Task prompt:
For the entries below, return every line from the top through the line with "height:4.5px; margin-top:-2.25px; transform-origin:0;" exactly as it stands, omitting pictures.

Data in this exercise:
____________________

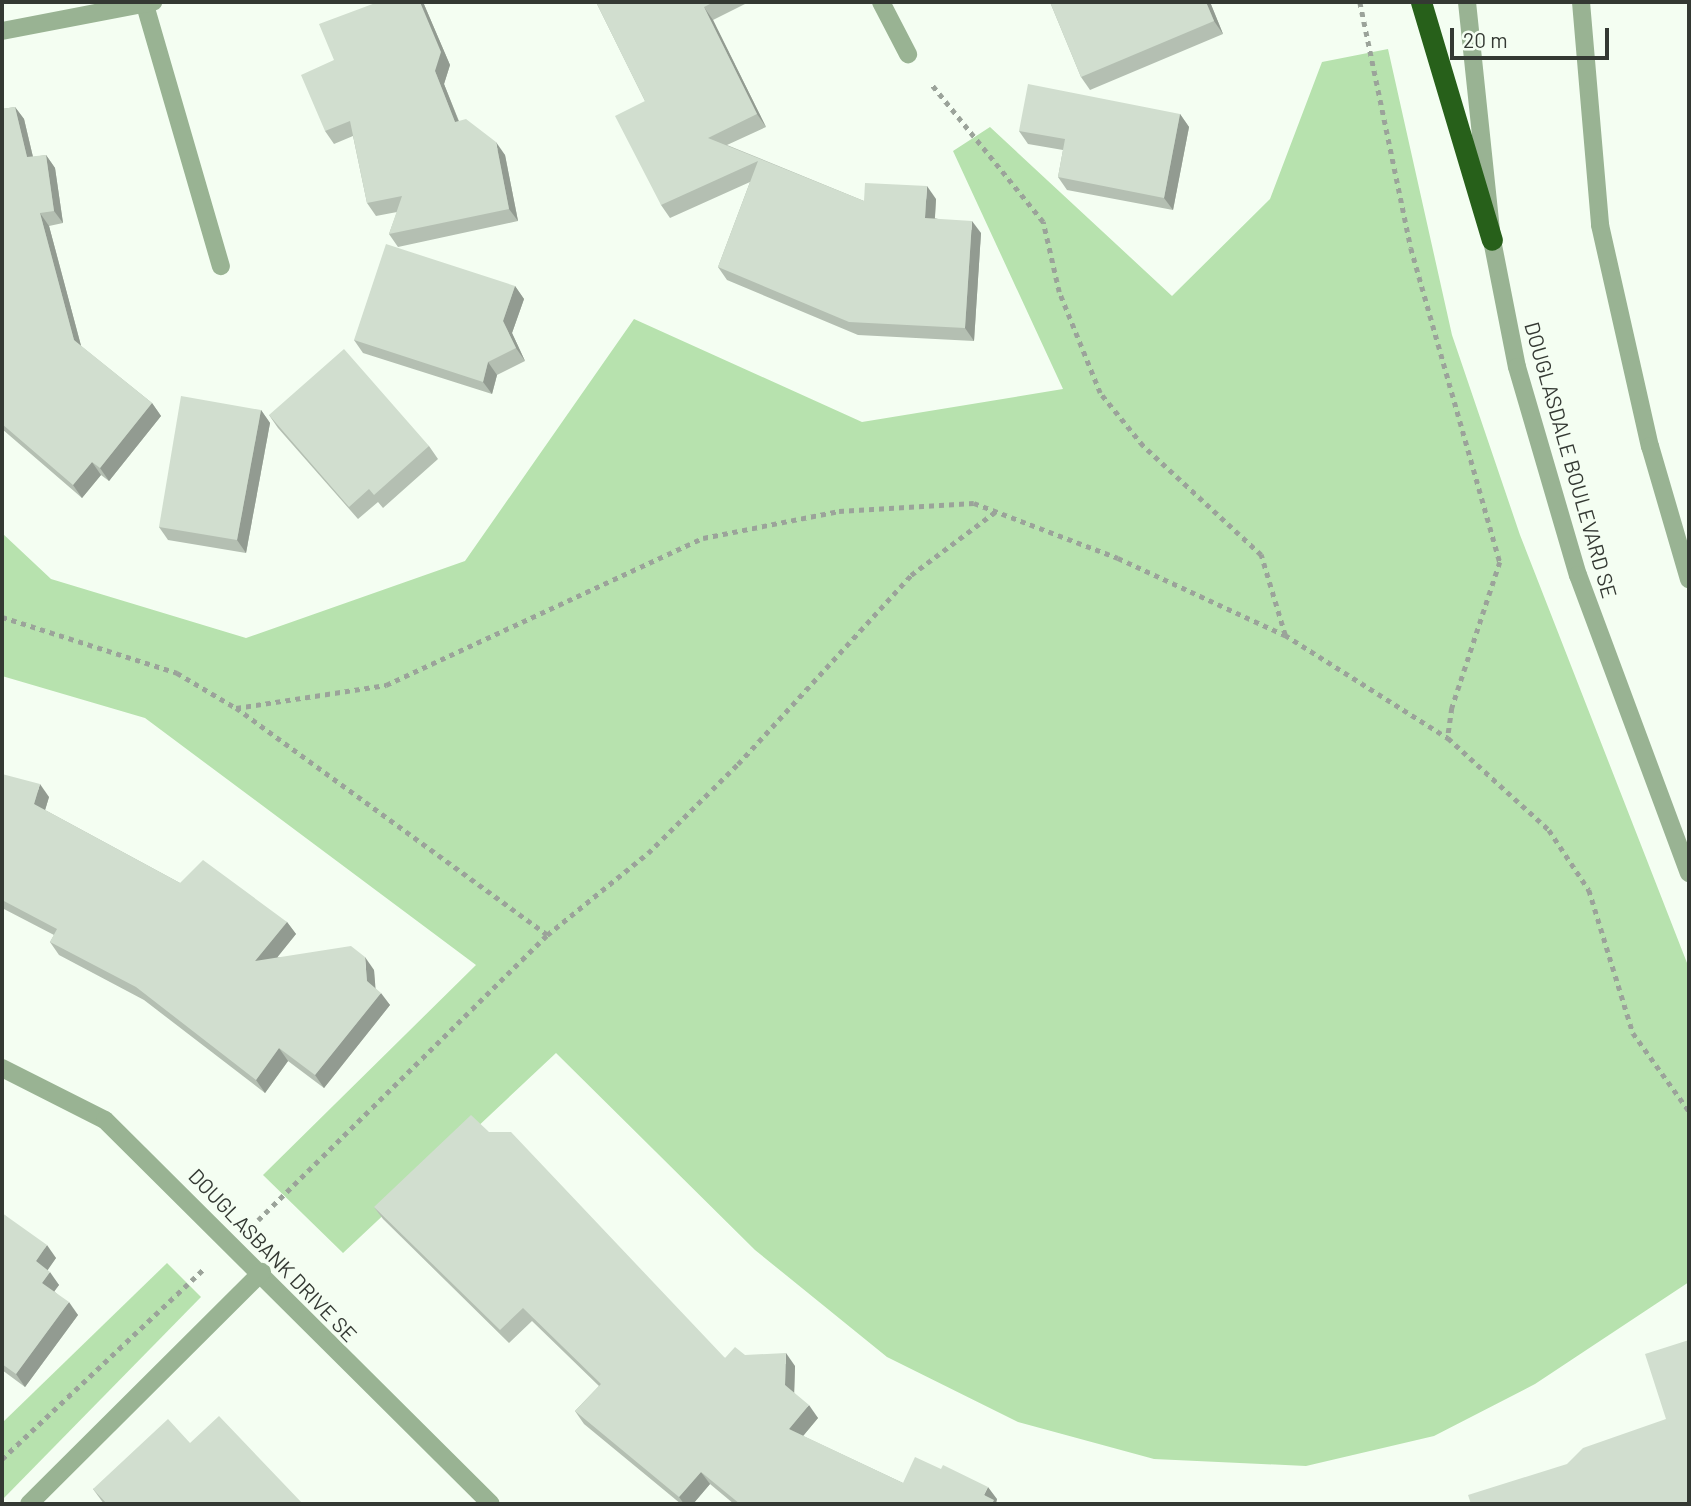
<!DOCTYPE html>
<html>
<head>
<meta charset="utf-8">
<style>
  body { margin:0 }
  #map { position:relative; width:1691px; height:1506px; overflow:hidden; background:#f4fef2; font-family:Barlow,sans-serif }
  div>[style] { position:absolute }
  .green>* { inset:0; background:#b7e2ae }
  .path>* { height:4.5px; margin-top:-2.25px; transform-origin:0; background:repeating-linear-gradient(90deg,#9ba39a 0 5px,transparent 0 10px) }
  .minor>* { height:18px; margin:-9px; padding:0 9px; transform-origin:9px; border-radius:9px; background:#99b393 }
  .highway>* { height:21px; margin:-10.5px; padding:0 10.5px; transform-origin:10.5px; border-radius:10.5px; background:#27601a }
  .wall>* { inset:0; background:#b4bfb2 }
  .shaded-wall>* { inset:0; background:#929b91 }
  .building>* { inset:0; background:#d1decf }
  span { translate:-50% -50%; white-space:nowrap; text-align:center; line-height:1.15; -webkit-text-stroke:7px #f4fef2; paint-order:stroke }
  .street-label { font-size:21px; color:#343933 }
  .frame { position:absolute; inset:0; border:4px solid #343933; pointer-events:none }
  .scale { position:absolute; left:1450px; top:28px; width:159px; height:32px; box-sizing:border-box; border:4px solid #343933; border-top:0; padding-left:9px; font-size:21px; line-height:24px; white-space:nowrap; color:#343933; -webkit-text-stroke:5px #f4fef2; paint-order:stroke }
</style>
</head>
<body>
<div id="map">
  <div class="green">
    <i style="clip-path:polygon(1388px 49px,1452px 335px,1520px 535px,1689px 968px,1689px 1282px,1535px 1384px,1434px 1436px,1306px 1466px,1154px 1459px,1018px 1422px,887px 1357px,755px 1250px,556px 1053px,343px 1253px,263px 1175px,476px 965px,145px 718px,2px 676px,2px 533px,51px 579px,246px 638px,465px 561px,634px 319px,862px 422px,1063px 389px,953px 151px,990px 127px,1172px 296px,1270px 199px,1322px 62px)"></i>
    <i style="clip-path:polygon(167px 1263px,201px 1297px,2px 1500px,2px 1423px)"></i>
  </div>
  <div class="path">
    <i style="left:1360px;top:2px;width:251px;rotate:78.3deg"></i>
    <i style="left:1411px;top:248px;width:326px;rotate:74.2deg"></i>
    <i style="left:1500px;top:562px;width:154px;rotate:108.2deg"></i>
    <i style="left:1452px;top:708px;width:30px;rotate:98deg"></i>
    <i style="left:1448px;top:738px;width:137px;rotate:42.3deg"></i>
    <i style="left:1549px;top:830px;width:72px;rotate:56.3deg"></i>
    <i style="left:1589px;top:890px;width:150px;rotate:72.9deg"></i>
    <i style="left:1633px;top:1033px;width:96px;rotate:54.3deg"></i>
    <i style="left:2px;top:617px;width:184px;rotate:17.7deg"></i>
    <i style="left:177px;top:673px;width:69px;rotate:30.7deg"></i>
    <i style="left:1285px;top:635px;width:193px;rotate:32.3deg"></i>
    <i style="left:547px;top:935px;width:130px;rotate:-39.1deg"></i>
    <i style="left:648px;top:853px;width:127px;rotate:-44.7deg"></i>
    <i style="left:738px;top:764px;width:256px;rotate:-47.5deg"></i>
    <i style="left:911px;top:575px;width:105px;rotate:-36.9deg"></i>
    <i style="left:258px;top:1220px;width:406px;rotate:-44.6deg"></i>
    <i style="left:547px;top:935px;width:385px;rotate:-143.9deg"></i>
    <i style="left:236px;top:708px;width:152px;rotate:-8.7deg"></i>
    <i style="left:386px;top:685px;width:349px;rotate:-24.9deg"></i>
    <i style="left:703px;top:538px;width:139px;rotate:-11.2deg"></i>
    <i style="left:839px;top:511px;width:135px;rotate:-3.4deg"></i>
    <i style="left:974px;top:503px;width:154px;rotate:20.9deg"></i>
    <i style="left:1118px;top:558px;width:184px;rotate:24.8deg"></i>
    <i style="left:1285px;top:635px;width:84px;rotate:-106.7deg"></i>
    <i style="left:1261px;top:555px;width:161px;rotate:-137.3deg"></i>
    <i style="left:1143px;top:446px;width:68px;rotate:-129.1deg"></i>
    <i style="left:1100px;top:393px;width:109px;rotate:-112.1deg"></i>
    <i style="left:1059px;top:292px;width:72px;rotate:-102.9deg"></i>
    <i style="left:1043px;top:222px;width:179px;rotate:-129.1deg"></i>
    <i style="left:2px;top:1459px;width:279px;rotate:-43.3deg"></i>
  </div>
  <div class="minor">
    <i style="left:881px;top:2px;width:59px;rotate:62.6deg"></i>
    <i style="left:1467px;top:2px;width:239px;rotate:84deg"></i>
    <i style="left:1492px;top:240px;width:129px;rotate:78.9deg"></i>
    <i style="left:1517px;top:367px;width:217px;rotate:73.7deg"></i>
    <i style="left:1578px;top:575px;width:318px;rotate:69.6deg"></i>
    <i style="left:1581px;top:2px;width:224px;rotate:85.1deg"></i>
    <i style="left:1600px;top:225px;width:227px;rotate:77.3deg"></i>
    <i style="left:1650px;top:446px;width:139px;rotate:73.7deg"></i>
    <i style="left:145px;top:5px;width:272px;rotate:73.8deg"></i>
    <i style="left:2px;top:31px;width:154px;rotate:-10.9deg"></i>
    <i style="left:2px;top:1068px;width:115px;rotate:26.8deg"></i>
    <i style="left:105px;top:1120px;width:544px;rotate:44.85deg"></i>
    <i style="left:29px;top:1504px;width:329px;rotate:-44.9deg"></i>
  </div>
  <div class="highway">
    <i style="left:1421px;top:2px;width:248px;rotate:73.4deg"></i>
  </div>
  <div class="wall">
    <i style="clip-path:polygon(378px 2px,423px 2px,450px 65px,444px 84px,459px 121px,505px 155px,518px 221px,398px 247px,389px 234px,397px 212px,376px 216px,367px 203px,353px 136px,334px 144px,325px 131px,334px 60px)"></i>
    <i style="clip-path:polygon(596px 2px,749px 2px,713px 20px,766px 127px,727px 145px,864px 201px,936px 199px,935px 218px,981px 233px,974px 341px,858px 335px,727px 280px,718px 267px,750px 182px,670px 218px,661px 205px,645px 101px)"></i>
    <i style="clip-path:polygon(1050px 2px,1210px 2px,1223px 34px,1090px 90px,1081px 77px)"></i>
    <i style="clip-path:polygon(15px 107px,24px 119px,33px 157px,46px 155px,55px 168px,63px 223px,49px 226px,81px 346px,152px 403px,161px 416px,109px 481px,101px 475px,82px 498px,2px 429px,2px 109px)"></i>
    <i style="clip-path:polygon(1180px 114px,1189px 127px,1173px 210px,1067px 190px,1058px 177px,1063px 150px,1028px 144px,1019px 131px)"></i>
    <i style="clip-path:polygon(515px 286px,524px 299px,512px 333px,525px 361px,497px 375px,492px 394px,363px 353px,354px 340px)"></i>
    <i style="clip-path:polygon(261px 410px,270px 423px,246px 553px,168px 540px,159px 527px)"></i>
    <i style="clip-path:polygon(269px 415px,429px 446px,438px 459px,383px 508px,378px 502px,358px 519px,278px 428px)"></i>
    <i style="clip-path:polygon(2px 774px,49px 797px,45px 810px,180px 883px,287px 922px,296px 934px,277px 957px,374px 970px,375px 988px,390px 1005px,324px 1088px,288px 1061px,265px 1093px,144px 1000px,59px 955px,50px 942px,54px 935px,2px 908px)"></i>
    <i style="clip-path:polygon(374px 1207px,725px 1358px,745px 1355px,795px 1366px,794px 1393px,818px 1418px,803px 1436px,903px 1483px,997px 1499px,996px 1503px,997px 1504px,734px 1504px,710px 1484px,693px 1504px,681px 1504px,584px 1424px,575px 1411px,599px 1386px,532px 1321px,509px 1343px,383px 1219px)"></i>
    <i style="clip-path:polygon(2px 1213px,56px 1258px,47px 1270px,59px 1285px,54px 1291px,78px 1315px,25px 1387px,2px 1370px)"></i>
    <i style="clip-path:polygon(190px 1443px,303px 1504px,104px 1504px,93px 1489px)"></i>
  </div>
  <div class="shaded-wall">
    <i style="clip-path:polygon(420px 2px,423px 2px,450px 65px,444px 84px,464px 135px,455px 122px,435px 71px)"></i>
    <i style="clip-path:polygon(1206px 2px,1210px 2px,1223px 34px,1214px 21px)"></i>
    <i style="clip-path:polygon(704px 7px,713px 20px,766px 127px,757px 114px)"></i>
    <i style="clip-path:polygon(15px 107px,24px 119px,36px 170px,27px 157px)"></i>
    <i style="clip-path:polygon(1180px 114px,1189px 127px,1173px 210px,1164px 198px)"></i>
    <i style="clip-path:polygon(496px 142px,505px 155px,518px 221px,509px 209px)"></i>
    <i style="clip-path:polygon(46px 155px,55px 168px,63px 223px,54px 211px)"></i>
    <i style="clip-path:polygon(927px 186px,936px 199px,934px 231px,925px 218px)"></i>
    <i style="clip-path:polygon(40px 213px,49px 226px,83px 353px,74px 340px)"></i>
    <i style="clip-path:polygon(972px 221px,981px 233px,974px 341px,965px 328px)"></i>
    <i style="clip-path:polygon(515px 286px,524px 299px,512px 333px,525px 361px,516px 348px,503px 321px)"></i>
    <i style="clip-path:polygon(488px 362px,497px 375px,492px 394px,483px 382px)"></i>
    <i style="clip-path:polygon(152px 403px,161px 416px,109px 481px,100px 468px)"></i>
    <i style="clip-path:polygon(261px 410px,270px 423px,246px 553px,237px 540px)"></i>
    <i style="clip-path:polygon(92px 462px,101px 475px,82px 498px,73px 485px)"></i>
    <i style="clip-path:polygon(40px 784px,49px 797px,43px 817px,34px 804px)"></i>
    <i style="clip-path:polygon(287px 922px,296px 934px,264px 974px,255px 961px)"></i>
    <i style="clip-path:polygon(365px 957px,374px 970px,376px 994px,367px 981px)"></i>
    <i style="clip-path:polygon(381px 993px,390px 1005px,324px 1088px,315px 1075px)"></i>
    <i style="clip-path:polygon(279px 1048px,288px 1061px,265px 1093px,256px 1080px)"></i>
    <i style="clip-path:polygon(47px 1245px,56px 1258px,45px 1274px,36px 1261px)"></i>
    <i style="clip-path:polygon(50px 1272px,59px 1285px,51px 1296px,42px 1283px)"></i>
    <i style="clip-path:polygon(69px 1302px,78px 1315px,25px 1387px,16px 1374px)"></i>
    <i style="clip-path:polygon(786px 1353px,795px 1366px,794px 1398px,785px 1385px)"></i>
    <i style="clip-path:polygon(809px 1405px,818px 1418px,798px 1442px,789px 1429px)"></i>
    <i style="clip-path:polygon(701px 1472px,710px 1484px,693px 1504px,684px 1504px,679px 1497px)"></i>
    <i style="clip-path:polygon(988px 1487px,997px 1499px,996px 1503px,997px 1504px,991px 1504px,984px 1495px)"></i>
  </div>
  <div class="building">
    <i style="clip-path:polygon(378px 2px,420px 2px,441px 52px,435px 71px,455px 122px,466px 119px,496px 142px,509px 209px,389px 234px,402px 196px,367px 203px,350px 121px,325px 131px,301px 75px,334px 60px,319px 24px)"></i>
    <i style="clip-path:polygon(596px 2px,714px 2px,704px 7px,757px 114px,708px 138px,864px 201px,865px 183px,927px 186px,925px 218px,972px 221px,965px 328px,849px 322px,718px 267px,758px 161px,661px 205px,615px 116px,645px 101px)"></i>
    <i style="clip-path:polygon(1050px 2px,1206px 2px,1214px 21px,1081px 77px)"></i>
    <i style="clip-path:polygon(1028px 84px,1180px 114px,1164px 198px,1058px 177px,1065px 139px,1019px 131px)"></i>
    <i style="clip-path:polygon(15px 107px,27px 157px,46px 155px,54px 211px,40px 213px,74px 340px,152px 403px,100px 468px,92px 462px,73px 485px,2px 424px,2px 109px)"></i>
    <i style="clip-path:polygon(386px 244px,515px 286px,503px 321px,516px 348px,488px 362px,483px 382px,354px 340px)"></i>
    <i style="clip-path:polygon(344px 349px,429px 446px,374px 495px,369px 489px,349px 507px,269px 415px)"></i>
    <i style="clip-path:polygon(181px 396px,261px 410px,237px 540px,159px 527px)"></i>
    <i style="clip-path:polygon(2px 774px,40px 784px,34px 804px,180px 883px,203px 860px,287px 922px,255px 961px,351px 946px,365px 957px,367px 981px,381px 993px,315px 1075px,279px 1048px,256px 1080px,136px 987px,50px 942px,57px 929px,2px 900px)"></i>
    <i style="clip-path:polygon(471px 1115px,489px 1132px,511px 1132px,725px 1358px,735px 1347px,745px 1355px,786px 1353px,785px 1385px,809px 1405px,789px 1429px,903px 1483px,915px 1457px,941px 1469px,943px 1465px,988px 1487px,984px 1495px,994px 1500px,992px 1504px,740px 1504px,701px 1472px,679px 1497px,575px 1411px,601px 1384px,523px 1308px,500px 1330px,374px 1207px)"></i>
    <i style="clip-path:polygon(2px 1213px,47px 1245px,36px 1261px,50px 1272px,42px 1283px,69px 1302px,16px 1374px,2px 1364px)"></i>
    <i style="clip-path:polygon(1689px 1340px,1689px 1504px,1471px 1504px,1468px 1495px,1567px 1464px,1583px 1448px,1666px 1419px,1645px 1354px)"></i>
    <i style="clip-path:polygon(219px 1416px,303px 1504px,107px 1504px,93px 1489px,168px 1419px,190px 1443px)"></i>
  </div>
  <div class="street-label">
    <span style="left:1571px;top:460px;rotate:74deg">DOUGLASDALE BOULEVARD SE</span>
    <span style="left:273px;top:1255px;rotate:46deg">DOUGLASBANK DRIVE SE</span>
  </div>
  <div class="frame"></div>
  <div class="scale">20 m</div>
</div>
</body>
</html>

____________________

Response to the task:
<!DOCTYPE html>
<html>
<head>
<meta charset="utf-8">
<style>
  body { margin:0 }
  #map { position:relative; width:1691px; height:1506px; overflow:hidden; background:#f4fef2; font-family:Barlow,sans-serif }
  div>[style] { position:absolute }
  .green>* { inset:0; background:#b7e2ae }
  .path>* { height:4.5px; margin-top:-2.25px; transform-origin:0; background:repeating-linear-gradient(90deg,#9ba39a 0 5px,transparent 0 10px) }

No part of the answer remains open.